SCOREC/omegah_examples

Repository files navigation

omegah_examples

examples for getting started with omega_h

build

The following instructions apply to the SCOREC RedHat 7 systems with NVIDIA GPUs. Specific instructions are given for Pascal GPUs (e.g., in the blockade and pachisi systems).

#### setup
mkdir ohExamplesTest
cd ohExamplesTest
export root=$PWD # This is the directory containing the kokkos and omega_h repos as subdirs
module load gcc mpich cmake
function getname() {
  name=$1
  buildSuffix=blockade-cuda
  echo "build-${name}-${buildSuffix}"
}
export kk=$root/`getname kokkos`/install   # This is where kokkos will be (or is) installed
export oh=$root/`getname omegah`/install  # This is where omega_h will be (or is) installed
export pumipic=$root/`getname pumipic`/install # This is where PumiPIC will be (or is) installed
module load cuda/10.2
export LD_LIBRARY_PATH=$cuda/lib64:$LD_LIBRARY_PATH
export CMAKE_PREFIX_PATH=$engpar:$kk:$oh:$CMAKE_PREFIX_PATH
export MPICH_CXX=$root/kokkos/bin/nvcc_wrapper
#### end setup

cd $root
git clone [email protected]:kokkos/kokkos.git
cd kokkos
git checkout 2.9.00
cd -
mkdir -p $kk
cd $_/..
cmake ../kokkos -DCMAKE_CXX_COMPILER=$root/kokkos/bin/nvcc_wrapper \
-DCMAKE_CXX_FLAGS= -DKOKKOS_ARCH=Turing75 \
-DKOKKOS_ENABLE_SERIAL=ON -DKOKKOS_ENABLE_OPENMP=off -DKOKKOS_ENABLE_CUDA=on \
-DKOKKOS_ENABLE_CUDA_LAMBDA=on -DKOKKOS_ENABLE_DEBUG=on \
-DKOKKOS_ENABLE_PROFILING=on -DCMAKE_INSTALL_PREFIX=$kk
make install -j8

cd $root
git clone [email protected]:SCOREC/omega_h.git
cd omega_h
cd -
mkdir -p $oh
cd $_/..
cmake ../omega_h/ -DCMAKE_INSTALL_PREFIX=$oh -DBUILD_SHARED_LIBS=OFF -DOmega_h_USE_CUDA=on -DOmega_h_CUDA_ARCH=sm_75 -DOmega_h_USE_MPI=on -DCMAKE_CXX_COMPILER=`which mpicxx` -DOmega_h_USE_Kokkos=ON -DKokkos_PREFIX=$kk/lib/CMake/
make install -j8 # this takes a few minutes

cd $root
git clone [email protected]:SCOREC/omegah_examples.git
mkdir build-ohExamples-cuda
cd !$
cmake ../omegah_examples -DCMAKE_CXX_COMPILER=mpicxx
make

To resume work:

ssh blockade
cd ohExamplesTest
### run the commands between `### setup` and `### end setup` then:
cd build-ohExamples-cuda
make

debug build with serial backend

Alternatively, for debugging purposes you can build Omega_h in serial without kokkos:

https://github.com/SCOREC/pumi-pic/wiki/Building-and-Running-on-SCOREC-RHEL7#building-omega_h-in-serial-for-debugging

Note, you'll still need to set export oh=/path/to/omega_h/install accordingly for the omegah_examples build.

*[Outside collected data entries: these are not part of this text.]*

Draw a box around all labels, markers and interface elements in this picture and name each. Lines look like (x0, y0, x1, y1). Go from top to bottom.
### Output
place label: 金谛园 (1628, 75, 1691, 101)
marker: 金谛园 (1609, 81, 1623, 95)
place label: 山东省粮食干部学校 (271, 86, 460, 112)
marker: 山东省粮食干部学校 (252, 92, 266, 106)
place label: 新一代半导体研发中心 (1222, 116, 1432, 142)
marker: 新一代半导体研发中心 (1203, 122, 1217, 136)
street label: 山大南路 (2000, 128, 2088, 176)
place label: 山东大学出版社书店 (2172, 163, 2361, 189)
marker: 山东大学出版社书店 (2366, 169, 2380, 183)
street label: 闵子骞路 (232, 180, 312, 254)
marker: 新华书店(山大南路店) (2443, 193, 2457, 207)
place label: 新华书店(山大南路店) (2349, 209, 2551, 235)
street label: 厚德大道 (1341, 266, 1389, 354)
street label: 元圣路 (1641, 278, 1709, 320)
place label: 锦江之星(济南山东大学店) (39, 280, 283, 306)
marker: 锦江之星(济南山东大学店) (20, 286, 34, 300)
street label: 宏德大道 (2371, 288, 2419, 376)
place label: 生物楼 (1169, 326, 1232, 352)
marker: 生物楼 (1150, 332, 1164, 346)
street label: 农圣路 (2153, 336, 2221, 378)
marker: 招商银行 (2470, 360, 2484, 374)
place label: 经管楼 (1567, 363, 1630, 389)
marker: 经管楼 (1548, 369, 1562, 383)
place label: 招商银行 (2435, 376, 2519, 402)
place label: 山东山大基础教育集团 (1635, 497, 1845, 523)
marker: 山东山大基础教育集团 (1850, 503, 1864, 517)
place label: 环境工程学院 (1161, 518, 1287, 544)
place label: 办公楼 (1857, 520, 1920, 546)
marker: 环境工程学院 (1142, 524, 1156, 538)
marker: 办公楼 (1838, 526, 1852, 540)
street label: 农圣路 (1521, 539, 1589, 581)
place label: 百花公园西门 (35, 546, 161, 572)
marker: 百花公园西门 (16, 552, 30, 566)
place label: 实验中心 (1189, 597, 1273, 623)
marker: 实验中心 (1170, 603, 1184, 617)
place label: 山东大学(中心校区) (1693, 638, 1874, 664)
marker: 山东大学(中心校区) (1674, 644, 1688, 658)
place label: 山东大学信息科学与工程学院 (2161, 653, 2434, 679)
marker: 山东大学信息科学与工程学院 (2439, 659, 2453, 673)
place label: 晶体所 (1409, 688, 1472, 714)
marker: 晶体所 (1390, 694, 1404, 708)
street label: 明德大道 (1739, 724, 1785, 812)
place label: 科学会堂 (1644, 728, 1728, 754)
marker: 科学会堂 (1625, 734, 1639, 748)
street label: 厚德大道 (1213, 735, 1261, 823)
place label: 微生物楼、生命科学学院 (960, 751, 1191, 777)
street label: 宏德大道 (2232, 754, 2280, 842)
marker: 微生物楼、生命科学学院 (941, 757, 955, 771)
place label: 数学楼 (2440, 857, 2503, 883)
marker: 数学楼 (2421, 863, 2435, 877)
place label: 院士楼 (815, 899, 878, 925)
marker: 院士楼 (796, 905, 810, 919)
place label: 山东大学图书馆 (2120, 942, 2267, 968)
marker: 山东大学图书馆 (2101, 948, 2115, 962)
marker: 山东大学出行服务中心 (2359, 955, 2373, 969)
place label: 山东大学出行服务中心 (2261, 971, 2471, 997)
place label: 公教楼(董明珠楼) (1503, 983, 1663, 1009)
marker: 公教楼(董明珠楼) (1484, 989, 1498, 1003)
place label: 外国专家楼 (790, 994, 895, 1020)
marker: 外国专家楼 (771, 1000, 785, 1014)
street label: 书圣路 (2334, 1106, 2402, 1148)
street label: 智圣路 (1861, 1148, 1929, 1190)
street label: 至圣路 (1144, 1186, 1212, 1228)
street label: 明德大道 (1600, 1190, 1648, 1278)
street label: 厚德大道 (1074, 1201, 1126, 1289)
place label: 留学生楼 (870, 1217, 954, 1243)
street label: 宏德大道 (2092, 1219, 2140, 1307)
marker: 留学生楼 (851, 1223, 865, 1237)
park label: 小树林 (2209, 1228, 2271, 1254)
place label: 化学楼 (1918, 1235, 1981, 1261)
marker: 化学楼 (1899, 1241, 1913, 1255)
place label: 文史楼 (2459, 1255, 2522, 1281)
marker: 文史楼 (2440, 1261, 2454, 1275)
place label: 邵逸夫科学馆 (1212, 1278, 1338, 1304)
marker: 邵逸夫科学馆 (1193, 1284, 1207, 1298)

omegah_examples - serial build

Setup the environment.

module load gcc cmake 
# use the environment variable set in the omega_h build
export CMAKE_PREFIX_PATH=$oh:$CMAKE_PREFIX_PATH

Clone the repo, run cmake, then build.

git clone [email protected]:SCOREC/omegah_examples.git
mkdir build-ohExamples-serial
cd !$
cmake ../omegah_examples -DCMAKE_CXX_COMPILER=g++
make

Run ctest to run the examples:

ctest

Note, any example using MPI will not compile.

add another example

Create a new source file from an existing one:

cd omegah_examples
cp adjacencies.cpp foo.cpp

Add the new file to the build and test system cmake files:

testing.cmake - execution commands for examples, add mpi_test(foo_2D 1 ./foo ${CMAKE_SOURCE_DIR}/meshes/tri8.osh) to start with, then modify as the new example is implemented

CMakeLists.txt - defines compile and link commands for examples; add example(foo foo.cpp)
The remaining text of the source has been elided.